Application programming interfaces (APIs) are the programming protocol descriptions that enable a city government’s open datasets and real-time sensor data collection to be plugged into applications, visualizations, and directly into business processes.
For example, real-time data on public transport and city rental bike schemes is made accessible to external businesses and developers through an API. Startups and businesses then create mobile applications that use the API to pull real-time data from the city’s data sources to let app users know when a bus is arriving or running late, or to feed data into a bike rental app to tell users if there are any bikes available in the bike bay nearest their location.
Cities are now opening up more and more of their data and real-time sensor feeds via APIs and encouraging developers to foster innovation by creating new products. In particular, cities are hoping that third-party (external) developers will use a city’s APIs to create new civic tech solutions, apps that enhance the livability of residents and visitors to a city, and foster local business growth.
APIs are also central to the notion of the "city as a platform” and “government as a platform”. Citizens and businesses will be able to use APIs to directly transact with city authorities. For example, a planning consultancy or architecture business could use APIs to pay for, submit and track their planning permissions and even engage with local communities about their proposals all directly via an API.
However, as has been seen from the promise of open data, opening up data access requires a concerted campaign to educate potential end users of the availability and to provide the tools and opportunities to search for useful APIs, and to encourage their uptake through telling stories of successful use cases.
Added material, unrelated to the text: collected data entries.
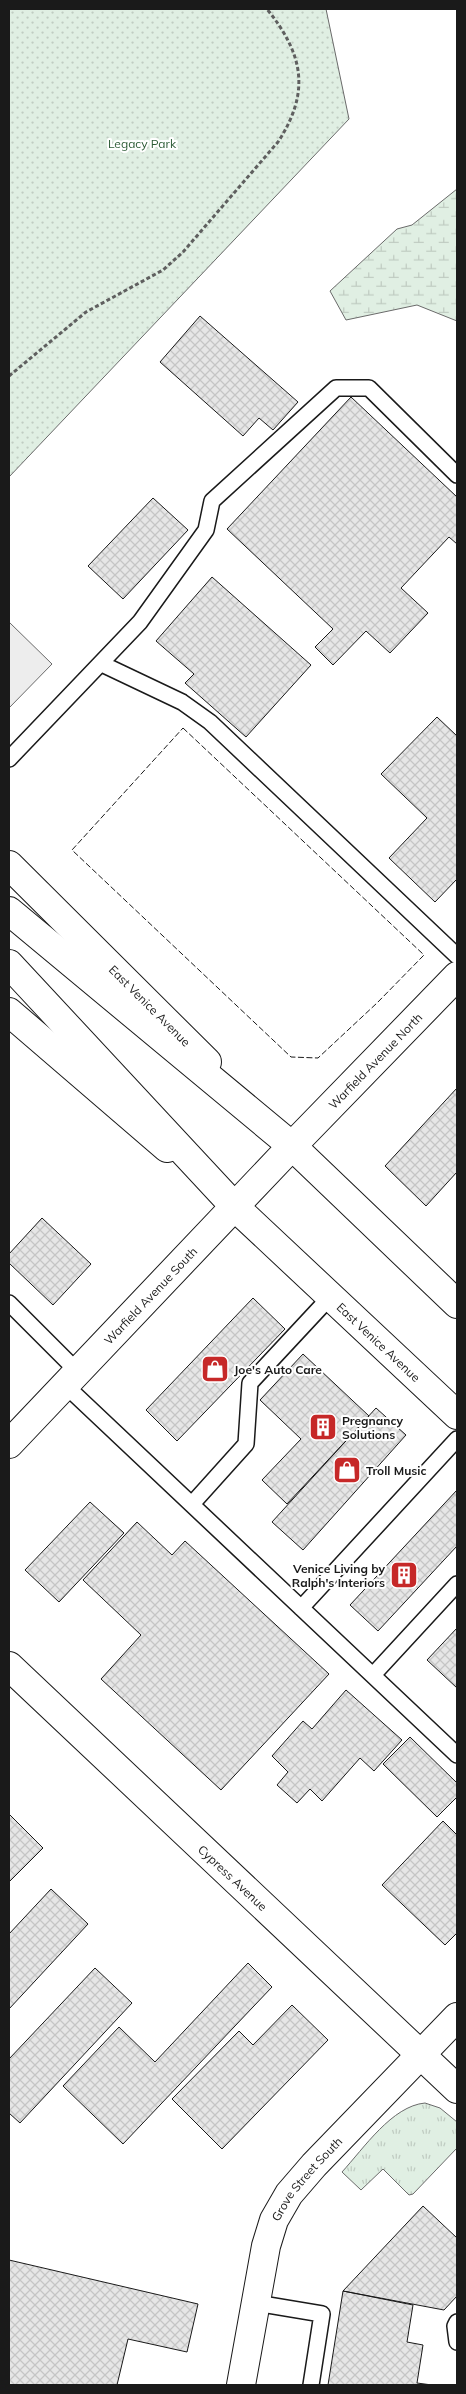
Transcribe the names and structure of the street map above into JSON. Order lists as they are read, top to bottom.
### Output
{
  "streets": {
    "street": [
      "East Venice Avenue",
      "Warfield Avenue North",
      "Warfield Avenue South",
      "Cypress Avenue",
      "Grove Street South"
    ]
  },
  "crossings": [
    ["East Venice Avenue", "Warfield Avenue North"],
    ["East Venice Avenue", "Warfield Avenue South"],
    ["Warfield Avenue North", "Warfield Avenue South"],
    ["Cypress Avenue", "Grove Street South"]
  ],
  "parks": ["Legacy Park"],
  "places": {
    "shop": ["Joe's Auto Care", "Troll Music"],
    "building": ["Pregnancy Solutions", "Venice Living by Ralph's Interiors"]
  }
}
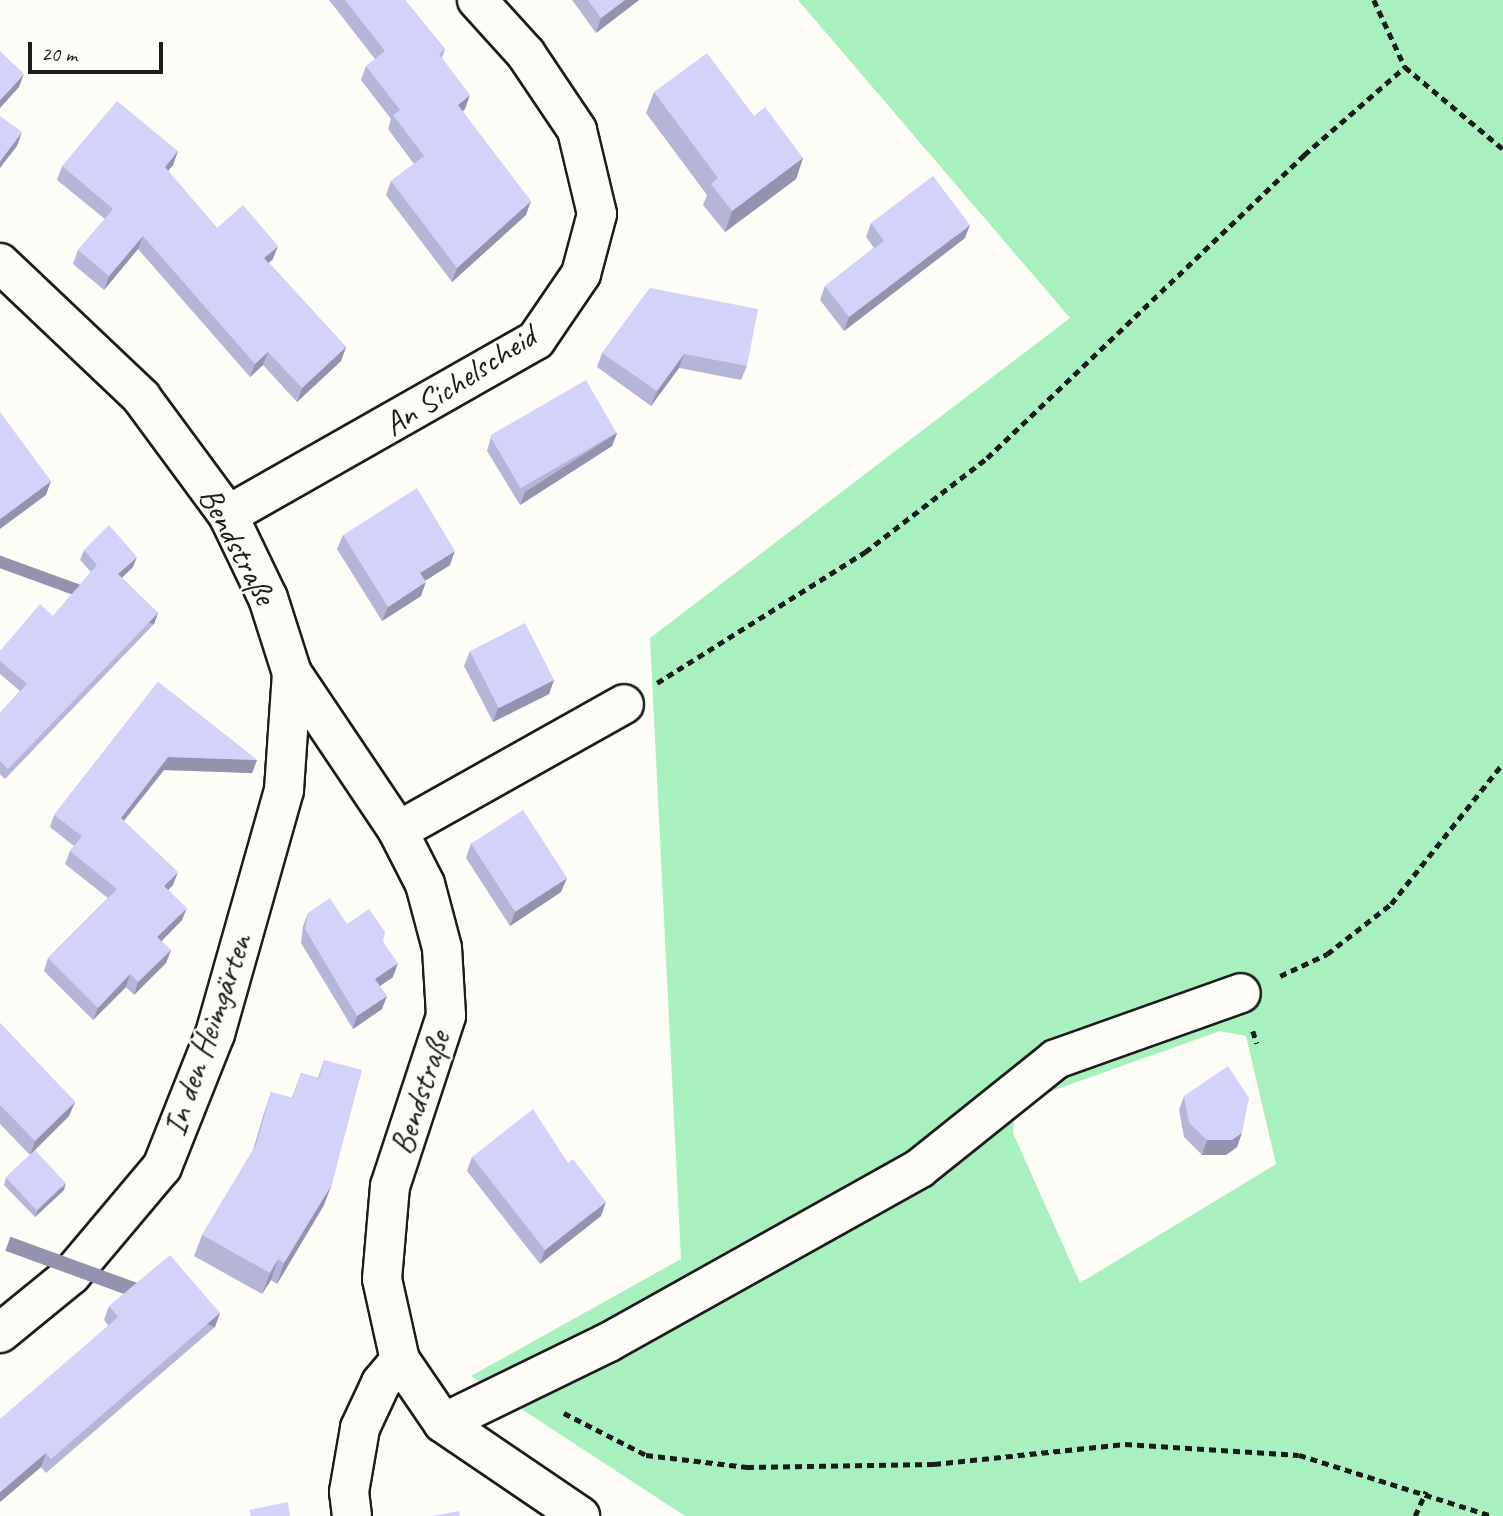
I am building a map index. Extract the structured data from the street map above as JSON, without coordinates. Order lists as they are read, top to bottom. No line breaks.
{"streets":{"street":["An Sichelscheid","Bendstraße","In den Heimgärten"]},"crossings":[["An Sichelscheid","Bendstraße"],["Bendstraße","In den Heimgärten"]],"scale_bar":"20 m"}
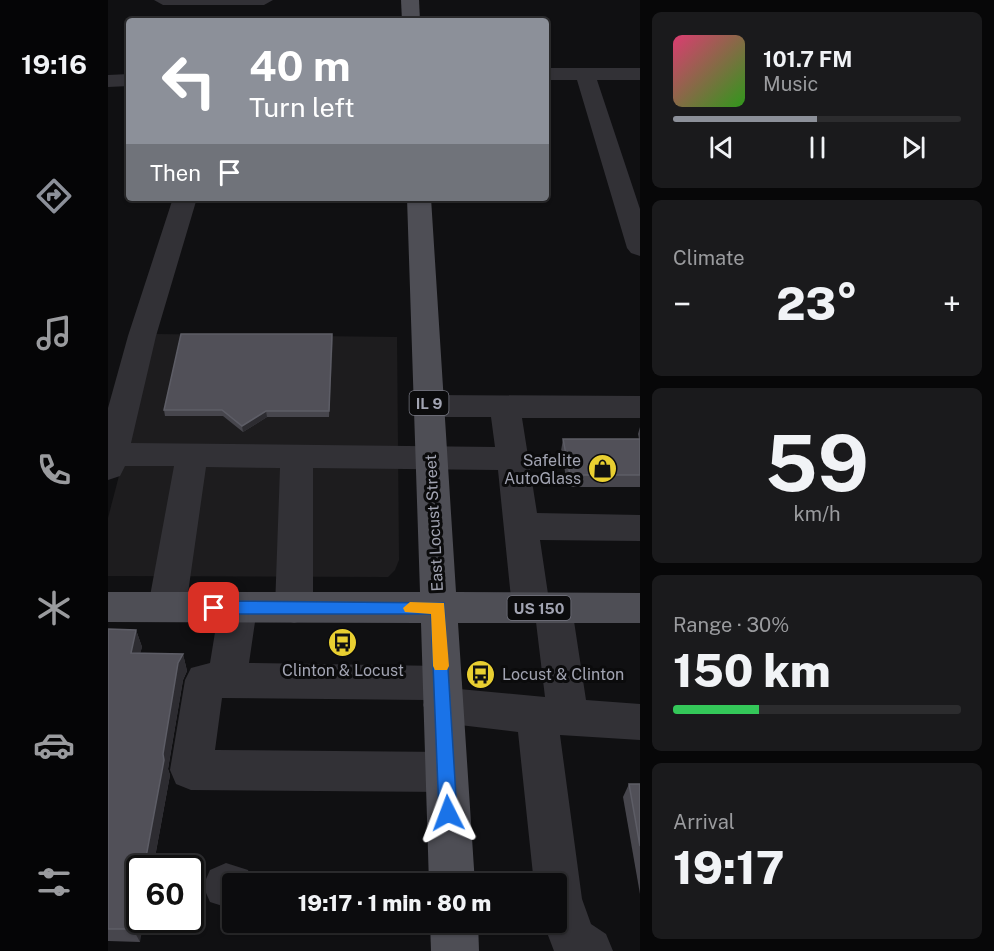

For example, local residents groups could use city air quality data APIs to track local risks, but are often unaware that this data is available or that an API would enable them to visualize measurement levels in real time and create automatic alerts for their community when air pollution levels reach a certain threshold.
Cities host hackathons as one means to draw attention to these opportunities, while others have startup accelerator funding programs that encourage entrepreneurs to build new civic tech products using open data APIs. However, hackathons are often one-off projects that target a particular audience, and while they raise some awareness of the opportunities, they often do not have lasting impact. The majority of local businesses may not be aware of the opportunities that can be created with an API, and even if they are, it is difficult to identify from a city’s website where the API documentation is held and what sort of APIs are available to use.
The main city I will focus on for this project will be Barcelona (as this is where I live), but i will also be looking at API discoverability strategies in a number of cities for this project, including:
- Barcelona
- Valencia
- Santander
- Helsinki
- Amsterdam
- Singapore
- Leeds
- Melbourne
- Gold Coast
- New York
- Portland
- Detroit
- Vancouver
In some cases, I would build or mockup the idea based on the research I have undertaken, and in other cases I would fork to existing open source resources to enable the GitHub repository to be used as a central resource for cities.
The goal will be to test the idea at the Barcelona Smart City Hack on 18 April, 2015.